Exercise requirements: Starting with the line containing "translate:-50% -50%; white-space:nowrap;" and going on through the line containing "translate:-100% -50%; text-align:right", return the lines of the data below exactly, and only those.
═══ Exercise input ═══
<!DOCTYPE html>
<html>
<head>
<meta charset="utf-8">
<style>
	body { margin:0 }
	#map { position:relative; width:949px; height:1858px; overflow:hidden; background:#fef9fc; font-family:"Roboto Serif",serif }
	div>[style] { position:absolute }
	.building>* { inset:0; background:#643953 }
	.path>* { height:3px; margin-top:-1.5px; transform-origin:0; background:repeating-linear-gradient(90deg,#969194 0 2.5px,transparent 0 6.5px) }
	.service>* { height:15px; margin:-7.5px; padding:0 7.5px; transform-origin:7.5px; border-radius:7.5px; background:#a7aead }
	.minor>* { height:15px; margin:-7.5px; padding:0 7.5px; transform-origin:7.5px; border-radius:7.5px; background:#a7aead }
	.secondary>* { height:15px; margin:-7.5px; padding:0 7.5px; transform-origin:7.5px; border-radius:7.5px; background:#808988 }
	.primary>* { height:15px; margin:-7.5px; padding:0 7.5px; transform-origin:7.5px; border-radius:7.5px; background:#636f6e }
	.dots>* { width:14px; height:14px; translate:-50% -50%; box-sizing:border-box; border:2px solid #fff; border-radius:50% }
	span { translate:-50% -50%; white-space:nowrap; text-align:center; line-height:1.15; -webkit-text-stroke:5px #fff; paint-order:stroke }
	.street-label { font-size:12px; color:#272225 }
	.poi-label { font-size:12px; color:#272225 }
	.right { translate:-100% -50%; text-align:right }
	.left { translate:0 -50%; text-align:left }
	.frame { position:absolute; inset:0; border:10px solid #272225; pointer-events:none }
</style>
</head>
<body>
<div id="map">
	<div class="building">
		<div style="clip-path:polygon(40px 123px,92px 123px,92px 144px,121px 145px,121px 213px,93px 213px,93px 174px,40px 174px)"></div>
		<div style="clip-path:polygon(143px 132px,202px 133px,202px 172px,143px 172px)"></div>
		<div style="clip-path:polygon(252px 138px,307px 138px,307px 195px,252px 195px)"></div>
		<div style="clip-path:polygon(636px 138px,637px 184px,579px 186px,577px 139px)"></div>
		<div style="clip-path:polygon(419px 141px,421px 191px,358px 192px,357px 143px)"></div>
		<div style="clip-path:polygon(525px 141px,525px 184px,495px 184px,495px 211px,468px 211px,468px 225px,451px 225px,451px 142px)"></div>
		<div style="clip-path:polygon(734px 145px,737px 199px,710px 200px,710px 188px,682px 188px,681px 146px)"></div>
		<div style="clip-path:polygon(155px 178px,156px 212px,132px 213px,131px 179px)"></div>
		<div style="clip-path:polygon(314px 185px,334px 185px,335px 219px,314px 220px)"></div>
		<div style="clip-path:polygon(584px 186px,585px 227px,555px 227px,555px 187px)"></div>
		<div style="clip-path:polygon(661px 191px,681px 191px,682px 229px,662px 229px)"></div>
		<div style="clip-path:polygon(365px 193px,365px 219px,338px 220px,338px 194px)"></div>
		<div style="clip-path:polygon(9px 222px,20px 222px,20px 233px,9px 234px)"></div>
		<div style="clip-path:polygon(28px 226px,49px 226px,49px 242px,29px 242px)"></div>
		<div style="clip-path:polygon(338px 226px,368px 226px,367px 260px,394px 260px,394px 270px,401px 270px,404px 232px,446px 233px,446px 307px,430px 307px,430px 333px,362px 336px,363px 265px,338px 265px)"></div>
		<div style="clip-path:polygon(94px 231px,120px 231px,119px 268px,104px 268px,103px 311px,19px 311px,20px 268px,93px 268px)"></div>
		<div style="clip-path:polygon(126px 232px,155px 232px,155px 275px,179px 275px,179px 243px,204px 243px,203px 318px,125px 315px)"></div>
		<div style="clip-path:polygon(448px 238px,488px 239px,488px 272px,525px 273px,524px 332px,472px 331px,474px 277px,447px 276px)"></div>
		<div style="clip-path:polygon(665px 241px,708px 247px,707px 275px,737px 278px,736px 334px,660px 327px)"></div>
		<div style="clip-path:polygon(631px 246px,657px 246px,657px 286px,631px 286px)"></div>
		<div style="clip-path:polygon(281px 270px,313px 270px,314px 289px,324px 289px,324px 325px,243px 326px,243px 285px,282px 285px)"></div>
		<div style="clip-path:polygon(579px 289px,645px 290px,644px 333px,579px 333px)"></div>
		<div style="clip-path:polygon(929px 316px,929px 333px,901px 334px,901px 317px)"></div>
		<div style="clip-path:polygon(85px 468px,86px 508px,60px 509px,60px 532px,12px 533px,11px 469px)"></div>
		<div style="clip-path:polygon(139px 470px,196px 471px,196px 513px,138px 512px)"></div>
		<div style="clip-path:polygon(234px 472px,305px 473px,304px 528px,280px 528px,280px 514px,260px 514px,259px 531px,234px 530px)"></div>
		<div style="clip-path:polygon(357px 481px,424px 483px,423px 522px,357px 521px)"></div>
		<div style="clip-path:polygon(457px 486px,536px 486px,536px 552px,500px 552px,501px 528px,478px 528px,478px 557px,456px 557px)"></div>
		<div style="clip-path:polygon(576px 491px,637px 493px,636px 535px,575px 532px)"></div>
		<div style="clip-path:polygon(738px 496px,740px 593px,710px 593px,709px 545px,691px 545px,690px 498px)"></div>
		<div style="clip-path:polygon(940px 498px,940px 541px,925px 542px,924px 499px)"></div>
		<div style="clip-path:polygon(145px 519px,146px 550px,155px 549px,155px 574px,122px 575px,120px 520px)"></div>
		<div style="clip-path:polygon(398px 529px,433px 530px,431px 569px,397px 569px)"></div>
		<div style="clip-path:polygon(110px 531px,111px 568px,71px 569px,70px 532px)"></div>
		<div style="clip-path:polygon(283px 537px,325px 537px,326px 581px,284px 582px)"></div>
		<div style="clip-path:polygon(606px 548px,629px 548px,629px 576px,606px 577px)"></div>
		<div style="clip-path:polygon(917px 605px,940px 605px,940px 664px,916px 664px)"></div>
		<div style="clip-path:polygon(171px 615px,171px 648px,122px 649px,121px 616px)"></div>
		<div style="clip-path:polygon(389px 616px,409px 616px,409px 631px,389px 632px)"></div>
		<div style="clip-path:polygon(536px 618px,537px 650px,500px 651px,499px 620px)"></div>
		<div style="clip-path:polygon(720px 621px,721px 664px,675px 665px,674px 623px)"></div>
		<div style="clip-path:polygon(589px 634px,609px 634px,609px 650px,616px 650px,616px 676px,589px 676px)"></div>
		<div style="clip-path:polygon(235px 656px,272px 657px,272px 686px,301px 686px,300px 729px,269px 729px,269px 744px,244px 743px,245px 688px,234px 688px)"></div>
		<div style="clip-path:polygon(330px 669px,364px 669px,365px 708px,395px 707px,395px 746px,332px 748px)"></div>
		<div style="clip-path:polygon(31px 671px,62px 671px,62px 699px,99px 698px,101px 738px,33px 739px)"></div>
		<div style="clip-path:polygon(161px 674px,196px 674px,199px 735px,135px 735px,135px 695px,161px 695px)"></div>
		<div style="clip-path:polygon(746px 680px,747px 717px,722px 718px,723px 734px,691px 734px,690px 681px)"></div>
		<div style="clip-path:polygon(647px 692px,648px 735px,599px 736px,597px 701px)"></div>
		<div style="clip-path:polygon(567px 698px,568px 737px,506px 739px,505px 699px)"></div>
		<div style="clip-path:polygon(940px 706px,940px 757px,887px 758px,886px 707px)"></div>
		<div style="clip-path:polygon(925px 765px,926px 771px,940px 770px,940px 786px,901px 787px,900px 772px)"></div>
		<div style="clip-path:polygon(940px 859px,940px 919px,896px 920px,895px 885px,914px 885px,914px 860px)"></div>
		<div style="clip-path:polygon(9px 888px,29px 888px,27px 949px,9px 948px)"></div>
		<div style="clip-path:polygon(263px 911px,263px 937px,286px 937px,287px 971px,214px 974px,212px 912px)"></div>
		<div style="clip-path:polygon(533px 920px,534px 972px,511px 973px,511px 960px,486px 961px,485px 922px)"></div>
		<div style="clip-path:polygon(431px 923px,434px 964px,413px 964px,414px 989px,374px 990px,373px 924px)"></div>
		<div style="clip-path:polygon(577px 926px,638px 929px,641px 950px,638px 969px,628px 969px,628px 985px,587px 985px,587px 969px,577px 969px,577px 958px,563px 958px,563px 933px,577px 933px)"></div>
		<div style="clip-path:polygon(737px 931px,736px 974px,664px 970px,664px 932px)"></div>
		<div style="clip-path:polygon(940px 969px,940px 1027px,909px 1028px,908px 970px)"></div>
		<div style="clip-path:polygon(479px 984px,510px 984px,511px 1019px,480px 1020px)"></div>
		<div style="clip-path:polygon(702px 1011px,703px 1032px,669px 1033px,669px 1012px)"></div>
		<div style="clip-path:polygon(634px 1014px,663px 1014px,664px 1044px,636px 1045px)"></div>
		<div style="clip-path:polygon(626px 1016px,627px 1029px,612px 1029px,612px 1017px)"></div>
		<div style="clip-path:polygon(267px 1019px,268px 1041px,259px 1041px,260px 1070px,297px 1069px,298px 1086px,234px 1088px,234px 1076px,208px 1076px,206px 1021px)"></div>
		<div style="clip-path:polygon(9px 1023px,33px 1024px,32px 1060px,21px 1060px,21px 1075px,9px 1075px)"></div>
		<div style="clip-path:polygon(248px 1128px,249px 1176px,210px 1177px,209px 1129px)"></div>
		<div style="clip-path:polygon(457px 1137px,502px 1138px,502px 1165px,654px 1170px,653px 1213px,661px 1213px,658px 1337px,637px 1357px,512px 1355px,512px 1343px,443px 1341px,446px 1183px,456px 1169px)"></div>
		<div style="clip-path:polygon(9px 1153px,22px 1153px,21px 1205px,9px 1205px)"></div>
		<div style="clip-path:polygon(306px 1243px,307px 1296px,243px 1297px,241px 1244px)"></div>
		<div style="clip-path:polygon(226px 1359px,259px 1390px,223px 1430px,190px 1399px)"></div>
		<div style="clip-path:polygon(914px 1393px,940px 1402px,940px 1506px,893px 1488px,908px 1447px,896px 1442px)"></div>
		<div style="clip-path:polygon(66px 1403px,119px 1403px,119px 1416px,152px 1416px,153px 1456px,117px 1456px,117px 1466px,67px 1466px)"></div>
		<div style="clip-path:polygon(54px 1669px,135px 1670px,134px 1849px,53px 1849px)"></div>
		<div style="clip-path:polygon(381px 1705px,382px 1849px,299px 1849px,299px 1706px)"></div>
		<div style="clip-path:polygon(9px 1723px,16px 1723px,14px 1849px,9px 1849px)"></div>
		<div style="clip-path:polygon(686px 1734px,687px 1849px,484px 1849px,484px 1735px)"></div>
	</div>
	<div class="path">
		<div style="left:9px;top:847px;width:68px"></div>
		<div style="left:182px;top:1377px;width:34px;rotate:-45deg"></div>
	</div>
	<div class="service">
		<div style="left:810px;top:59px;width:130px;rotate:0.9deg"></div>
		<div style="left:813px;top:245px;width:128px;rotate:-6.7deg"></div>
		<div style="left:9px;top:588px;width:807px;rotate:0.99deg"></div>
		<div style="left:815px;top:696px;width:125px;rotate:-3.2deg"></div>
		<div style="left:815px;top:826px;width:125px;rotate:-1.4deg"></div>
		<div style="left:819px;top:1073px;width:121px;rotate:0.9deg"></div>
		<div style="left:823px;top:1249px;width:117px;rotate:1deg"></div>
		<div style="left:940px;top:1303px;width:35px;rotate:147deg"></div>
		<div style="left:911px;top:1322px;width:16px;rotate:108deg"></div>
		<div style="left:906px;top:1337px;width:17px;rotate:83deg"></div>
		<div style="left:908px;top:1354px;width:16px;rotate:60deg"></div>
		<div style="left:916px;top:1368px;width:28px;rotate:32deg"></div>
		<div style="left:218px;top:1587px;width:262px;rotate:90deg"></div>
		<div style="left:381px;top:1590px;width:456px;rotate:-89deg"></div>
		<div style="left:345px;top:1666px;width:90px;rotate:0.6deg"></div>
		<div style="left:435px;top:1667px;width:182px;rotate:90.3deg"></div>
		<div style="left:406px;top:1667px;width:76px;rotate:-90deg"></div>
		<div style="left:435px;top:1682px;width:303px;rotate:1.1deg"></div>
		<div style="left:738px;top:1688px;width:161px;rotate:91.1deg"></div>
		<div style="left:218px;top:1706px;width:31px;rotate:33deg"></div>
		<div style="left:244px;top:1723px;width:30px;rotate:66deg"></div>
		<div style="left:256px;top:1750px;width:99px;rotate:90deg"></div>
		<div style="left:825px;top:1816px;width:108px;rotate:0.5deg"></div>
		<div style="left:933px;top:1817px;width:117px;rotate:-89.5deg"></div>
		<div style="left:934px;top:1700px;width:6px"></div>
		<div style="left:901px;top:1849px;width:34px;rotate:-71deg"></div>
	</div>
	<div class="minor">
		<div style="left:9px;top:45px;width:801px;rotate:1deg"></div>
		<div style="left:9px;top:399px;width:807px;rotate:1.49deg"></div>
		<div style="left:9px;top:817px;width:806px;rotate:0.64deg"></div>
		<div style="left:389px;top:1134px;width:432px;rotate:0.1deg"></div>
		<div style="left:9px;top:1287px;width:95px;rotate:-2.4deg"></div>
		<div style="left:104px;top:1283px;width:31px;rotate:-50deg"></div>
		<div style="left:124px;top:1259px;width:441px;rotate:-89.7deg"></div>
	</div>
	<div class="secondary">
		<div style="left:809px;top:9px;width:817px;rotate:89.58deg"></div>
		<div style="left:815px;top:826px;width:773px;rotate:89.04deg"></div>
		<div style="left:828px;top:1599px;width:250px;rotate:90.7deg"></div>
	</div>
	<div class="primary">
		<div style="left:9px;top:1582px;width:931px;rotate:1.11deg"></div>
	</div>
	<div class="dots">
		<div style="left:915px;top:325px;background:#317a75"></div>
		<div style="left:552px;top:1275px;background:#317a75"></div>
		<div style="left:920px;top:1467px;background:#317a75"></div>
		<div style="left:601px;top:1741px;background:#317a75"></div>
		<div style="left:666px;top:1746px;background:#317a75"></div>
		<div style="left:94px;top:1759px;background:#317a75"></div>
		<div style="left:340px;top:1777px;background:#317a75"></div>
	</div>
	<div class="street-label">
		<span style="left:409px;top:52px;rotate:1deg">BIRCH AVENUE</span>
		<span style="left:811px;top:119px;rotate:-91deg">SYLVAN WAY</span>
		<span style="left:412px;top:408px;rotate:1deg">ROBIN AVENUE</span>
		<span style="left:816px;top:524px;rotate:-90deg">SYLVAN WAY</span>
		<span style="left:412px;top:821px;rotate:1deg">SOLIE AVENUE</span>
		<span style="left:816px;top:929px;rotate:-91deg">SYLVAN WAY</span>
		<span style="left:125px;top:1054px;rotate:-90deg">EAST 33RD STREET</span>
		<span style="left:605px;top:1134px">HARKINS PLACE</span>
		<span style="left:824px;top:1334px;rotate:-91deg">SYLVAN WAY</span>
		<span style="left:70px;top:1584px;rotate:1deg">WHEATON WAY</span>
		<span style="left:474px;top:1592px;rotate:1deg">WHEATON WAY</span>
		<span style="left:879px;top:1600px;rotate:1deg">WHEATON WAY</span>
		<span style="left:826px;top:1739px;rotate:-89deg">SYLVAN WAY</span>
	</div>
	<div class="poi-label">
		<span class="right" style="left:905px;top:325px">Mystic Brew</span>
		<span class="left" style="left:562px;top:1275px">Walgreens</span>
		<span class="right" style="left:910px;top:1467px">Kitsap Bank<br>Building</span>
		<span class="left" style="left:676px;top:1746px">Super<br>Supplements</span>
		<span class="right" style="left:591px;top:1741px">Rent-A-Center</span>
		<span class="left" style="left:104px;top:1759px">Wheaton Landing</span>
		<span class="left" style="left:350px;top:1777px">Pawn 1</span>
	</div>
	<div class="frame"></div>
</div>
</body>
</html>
═══
Written solution:
	span { translate:-50% -50%; white-space:nowrap; text-align:center; line-height:1.15; -webkit-text-stroke:5px #fff; paint-order:stroke }
	.street-label { font-size:12px; color:#272225 }
	.poi-label { font-size:12px; color:#272225 }
	.right { translate:-100% -50%; text-align:right }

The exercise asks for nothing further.